Last time we looked at implied volatility, we found a close relationship between historical volatility and implied volatility. This time, we want to look at the relative changes of DAX and VDAX and their relationship.
German DAX and VDAX are highly correlated
First, we examine the time series chart of roughly 8 years DAX and VDAX:
We can see that for each spike in the red curve of DAX, there is an opposite spike in VDAX. This is surprising since we would expect that a large rise in DAX would also cause a large rise in implied volatility, namely VDAX. But, this is not the case. A further investigation is possible using a scatter plot:
This scatter plot shows a “x” for all trading days in the past 8 years with VDAX return as x-postion and DAX return as y-postion. This plot shows that there is a close relationship between these two. In fact, a little computation shows that they have correlation of -0.72 which is very high.
What does that mean?
Consider buying a call option: Now, the stock price rises.

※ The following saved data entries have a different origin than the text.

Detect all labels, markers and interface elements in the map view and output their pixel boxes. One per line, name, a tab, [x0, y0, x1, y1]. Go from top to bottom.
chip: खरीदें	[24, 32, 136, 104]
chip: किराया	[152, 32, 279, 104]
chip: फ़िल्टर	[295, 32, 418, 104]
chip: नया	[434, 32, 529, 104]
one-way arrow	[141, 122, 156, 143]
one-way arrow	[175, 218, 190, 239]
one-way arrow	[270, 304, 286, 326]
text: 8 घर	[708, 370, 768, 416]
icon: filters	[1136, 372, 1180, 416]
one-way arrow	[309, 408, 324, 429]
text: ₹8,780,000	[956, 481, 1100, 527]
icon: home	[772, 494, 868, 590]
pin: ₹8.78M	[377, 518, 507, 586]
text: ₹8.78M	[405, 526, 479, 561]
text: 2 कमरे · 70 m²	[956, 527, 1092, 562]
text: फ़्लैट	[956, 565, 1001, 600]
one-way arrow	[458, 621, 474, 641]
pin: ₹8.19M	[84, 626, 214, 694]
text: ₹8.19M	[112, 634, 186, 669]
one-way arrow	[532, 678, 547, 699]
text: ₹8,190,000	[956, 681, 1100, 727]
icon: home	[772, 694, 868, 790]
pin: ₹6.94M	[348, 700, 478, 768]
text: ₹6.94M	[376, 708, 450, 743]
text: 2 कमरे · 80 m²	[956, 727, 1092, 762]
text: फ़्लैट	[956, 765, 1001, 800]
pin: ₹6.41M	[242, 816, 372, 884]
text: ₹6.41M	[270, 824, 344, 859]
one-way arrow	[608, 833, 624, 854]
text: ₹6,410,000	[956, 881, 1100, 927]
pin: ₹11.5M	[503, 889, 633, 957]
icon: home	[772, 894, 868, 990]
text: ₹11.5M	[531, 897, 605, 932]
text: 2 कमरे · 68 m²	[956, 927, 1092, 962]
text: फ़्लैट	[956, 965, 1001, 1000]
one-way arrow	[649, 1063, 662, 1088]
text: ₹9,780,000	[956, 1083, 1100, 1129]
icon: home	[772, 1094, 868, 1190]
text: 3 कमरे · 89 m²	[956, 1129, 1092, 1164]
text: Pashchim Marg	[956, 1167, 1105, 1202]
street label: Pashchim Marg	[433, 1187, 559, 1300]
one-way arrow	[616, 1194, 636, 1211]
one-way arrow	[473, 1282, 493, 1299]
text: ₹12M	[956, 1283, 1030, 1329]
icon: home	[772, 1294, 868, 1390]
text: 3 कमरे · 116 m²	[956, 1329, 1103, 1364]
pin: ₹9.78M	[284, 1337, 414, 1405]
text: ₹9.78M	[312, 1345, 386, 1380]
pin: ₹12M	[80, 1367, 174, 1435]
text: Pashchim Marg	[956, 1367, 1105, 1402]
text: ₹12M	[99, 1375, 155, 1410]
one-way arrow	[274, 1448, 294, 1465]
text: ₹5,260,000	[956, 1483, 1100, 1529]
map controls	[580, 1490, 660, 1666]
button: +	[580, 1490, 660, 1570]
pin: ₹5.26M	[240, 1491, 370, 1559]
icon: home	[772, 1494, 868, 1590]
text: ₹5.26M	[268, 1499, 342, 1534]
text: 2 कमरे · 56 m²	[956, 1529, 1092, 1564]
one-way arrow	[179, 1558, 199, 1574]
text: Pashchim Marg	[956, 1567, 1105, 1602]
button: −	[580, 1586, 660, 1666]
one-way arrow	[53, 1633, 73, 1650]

And the call option price rises because your option is deeper in-the-money: Its asset price minus strike price is higher. But, at the same time, the time value decays because the implied volatility goes down. So, for call option buyers this might be an issue. For Put option buyers, this effect works in their favour. The implied volatility rises when the asset price drops.
By the way, this is a well-known effect: The implied volatility skew. Looking at the traded options, the put options further in-the-money already trade at a higher implied volatility – VDAX represents at-the-money options only.